Reproduce every line of the listing below exactly.

Data provided →
☆ ☆ ☆ ☆
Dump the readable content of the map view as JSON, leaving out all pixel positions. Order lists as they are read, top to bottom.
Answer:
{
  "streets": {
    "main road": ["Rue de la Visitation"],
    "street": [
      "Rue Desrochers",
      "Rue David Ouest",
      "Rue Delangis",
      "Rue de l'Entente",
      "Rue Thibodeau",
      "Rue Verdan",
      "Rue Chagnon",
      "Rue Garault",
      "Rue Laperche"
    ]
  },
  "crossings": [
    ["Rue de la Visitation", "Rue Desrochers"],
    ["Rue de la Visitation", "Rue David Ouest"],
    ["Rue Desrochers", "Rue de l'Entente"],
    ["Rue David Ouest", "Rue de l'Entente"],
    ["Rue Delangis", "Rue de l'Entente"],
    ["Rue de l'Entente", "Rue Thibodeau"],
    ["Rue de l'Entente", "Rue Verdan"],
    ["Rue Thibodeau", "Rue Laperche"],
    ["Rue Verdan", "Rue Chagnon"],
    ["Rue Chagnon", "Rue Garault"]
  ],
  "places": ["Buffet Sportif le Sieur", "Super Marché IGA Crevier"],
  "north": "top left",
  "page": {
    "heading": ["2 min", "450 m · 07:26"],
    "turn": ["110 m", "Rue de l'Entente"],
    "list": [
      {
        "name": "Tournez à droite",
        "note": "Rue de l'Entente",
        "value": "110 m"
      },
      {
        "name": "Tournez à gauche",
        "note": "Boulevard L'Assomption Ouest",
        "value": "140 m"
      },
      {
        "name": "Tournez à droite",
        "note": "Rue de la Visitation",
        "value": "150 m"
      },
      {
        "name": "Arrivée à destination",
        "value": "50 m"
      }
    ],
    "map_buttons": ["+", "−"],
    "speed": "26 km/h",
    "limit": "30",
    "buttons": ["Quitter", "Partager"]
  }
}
☆ ☆ ☆ ☆
Answer to the exercise →
Dump the readable content of the map view as JSON, leaving out all pixel positions. Order lists as they are read, top to bottom.
Answer:
{
  "streets": {
    "main road": ["Rue de la Visitation"],
    "street": [
      "Rue Desrochers",
      "Rue David Ouest",
      "Rue Delangis",
      "Rue de l'Entente",
      "Rue Thibodeau",
      "Rue Verdan",
      "Rue Chagnon",
      "Rue Garault",
      "Rue Laperche"
    ]
  },
  "crossings": [
    ["Rue de la Visitation", "Rue Desrochers"],
    ["Rue de la Visitation", "Rue David Ouest"],
    ["Rue Desrochers", "Rue de l'Entente"],
    ["Rue David Ouest", "Rue de l'Entente"],
    ["Rue Delangis", "Rue de l'Entente"],
    ["Rue de l'Entente", "Rue Thibodeau"],
    ["Rue de l'Entente", "Rue Verdan"],
    ["Rue Thibodeau", "Rue Laperche"],
    ["Rue Verdan", "Rue Chagnon"],
    ["Rue Chagnon", "Rue Garault"]
  ],
  "places": ["Buffet Sportif le Sieur", "Super Marché IGA Crevier"],
  "north": "top left",
  "page": {
    "heading": ["2 min", "450 m · 07:26"],
    "turn": ["110 m", "Rue de l'Entente"],
    "list": [
      {
        "name": "Tournez à droite",
        "note": "Rue de l'Entente",
        "value": "110 m"
      },
      {
        "name": "Tournez à gauche",
        "note": "Boulevard L'Assomption Ouest",
        "value": "140 m"
      },
      {
        "name": "Tournez à droite",
        "note": "Rue de la Visitation",
        "value": "150 m"
      },
      {
        "name": "Arrivée à destination",
        "value": "50 m"
      }
    ],
    "map_buttons": ["+", "−"],
    "speed": "26 km/h",
    "limit": "30",
    "buttons": ["Quitter", "Partager"]
  }
}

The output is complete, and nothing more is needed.